As the verification plan is being written, the team needs to think carefully about the specifications. “When they work out a plan, they will tend to review that plan and work out what the metrics are. Then they’ll start putting those things into place, including specifying what it is that they will try to measure. Then they’ll try to put the measurements in place, and start on the testing to see if they get there,” he explained.
There are likely different teams for test and design, so the spec is interpreted by both to check for correctness. If it’s a processor, there may be a third team doing the toolchains, as well, so they’ll end up with three different sets of eyes on it. The goal in all cases is functional coverage, even though the level of coverage and the metrics to define them can vary greatly by application, as well as from one component of a system to the next. But understanding where to draw the line requires a deep understanding of potential problems and what can cause them.

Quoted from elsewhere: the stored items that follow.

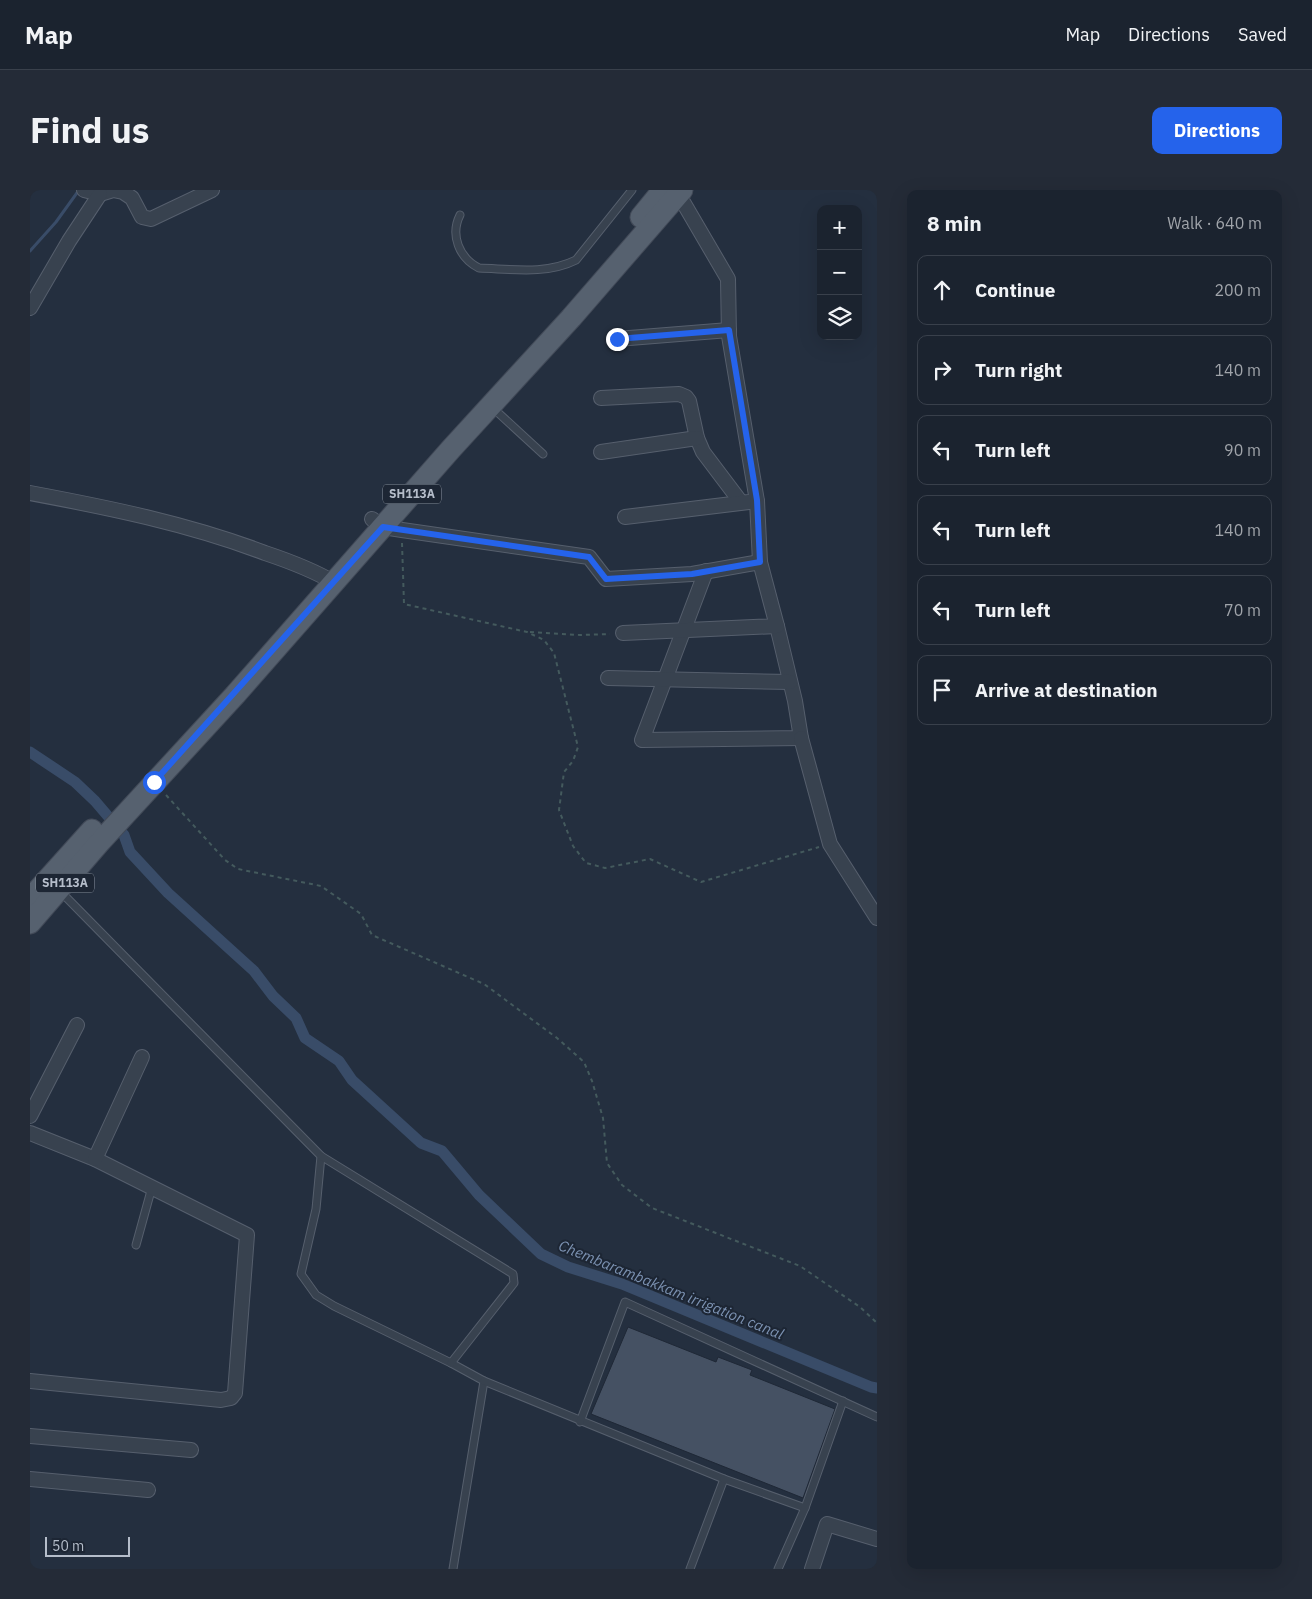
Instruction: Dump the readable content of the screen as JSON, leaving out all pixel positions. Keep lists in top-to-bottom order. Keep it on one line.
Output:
{"streets":{"main road":["SH113A"]},"water":["Chembarambakkam irrigation canal"],"scale_bar":"50 m","page":{"header":"Map","nav":["Map","Directions","Saved"],"title":"Find us","buttons":"Directions","heading":["8 min","Walk · 640 m"],"map_buttons":["+","−"],"list":[["Continue","200 m"],["Turn right","140 m"],["Turn left","90 m"],["Turn left","140 m"],["Turn left","70 m"],"Arrive at destination"],"scale":"50 m"}}
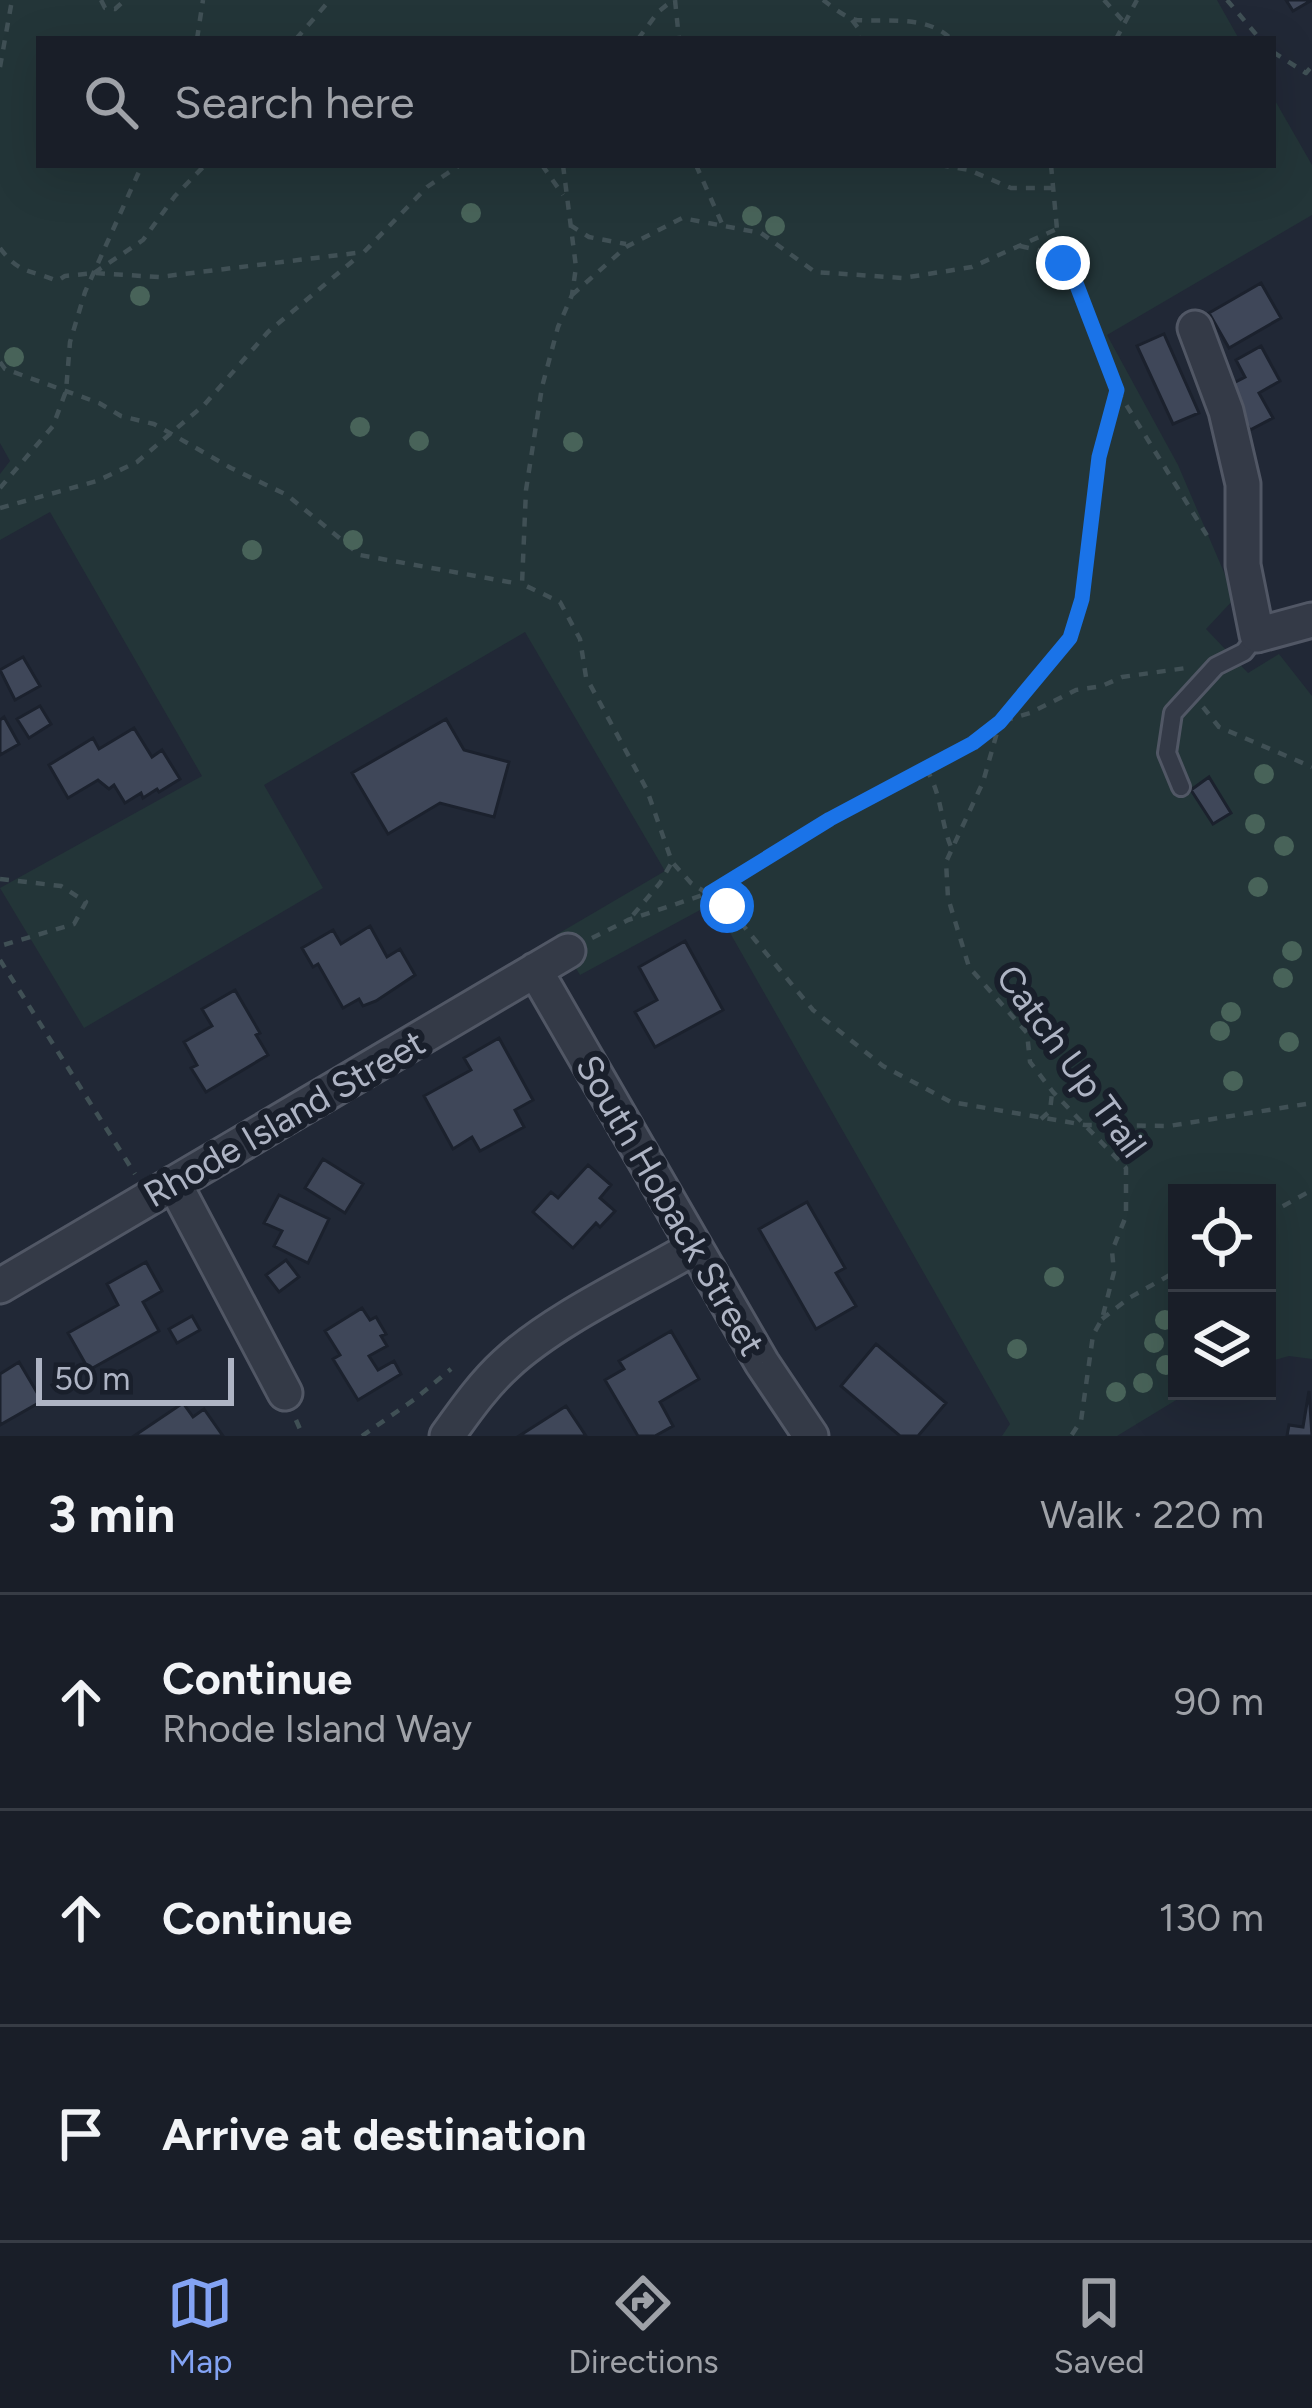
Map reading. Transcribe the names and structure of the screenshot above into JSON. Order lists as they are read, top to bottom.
{
  "streets": {
    "street": ["Rhode Island Street", "South Hoback Street"],
    "path": ["Catch Up Trail"]
  },
  "crossings": [
    ["Rhode Island Street", "South Hoback Street"]
  ],
  "scale_bar": "50 m",
  "page": {
    "search": "Search here",
    "scale": "50 m",
    "heading": ["3 min", "Walk · 220 m"],
    "list": [
      ["Continue", "Rhode Island Way", "90 m"],
      ["Continue", "130 m"],
      "Arrive at destination"
    ],
    "nav": ["Map", "Directions", "Saved"]
  }
}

“There are two aspects of verification quality,” said Philippe Luc, director of verification at Codasip. “One is to cover everything to ensure that the system is working. The other requires a white hat hacker to try to break the design before the customer does so that the bug is found before the customer finds it.”
Like a metal brain teaser, there is a solution to break it, and it can be figured out, he said. “We can say there is a bug in this design because there is a way to detach them. If a project manager puts more pressure on the delivery, more pressure to have 100% test passing, what a young engineer might do is just make sure to write some tests. Even if they achieve 100% coverage, they may conclude the brain teaser can’t be separated. Similarly, every design is a brain teaser, and you have to break it. You have to break it, and then there is a very simple solution to unlock it. And the goal of the verification is to try to find where the design is broken. Go ahead and break it. Then you will find a solution.”
Experience counts
While a verification plan in black and white is critical, there is a less-obvious sense that many verification managers and engineers obtain over time. It’s more like a verification hunch, a sixth sense, or feeling of where to look for bugs and other issues. This is difficult to describe, let alone teach to other engineers, but it’s a trait that great verification engineers have.
“In the office, we have four different brain teasers,” Codasip’s Luc said. “This is a way to develop the critical spirit to say, there are bugs everywhere, you have to find them. In order to develop that, there is a trick I will share with you. It is just asking the designer how the block is working. You get information on where there’s a FIFO, where there’s an arbiter, etc. You listen to that and start to ask questions. ‘What happens if there are two requests at the same time on this arbiter?’ They might answer, ‘When this happens or this happens or this happens, then it works well.’ Or the designer may say, ‘When there are two requests, I don’t know. Perhaps it will behave this like.’ This is a sign that the designer doesn’t understand the big picture. As a verification guy, I keep that in mind, and it means I probably want to test more with arbiters.”
Unfortunately, there’s no good way to learn from one process to the other. “This hunch is somehow related to a kind of déjà vu,” said Vtool’s Arbel. “It is similar to being on a street in a familiar place. You need to find a particular store. You know where to go, but if you had to explain it and the other person doesn’t know the place, you will have no idea what you did. Similarly, in chip design, because there are a lot of similarities in chip functionalities, the bugs that are being created can be grouped. But with a lack of good methodology of how to log that, and how to remember that, in order to really benefit from it you need to see a lot of them. Then you develop this kind of hunch. It’s simply that you saw enough, and you have a good enough database in your head. Even though you’re not working with conclusion or logic, necessarily, you simply know. To some extent, it was burned in your memory.”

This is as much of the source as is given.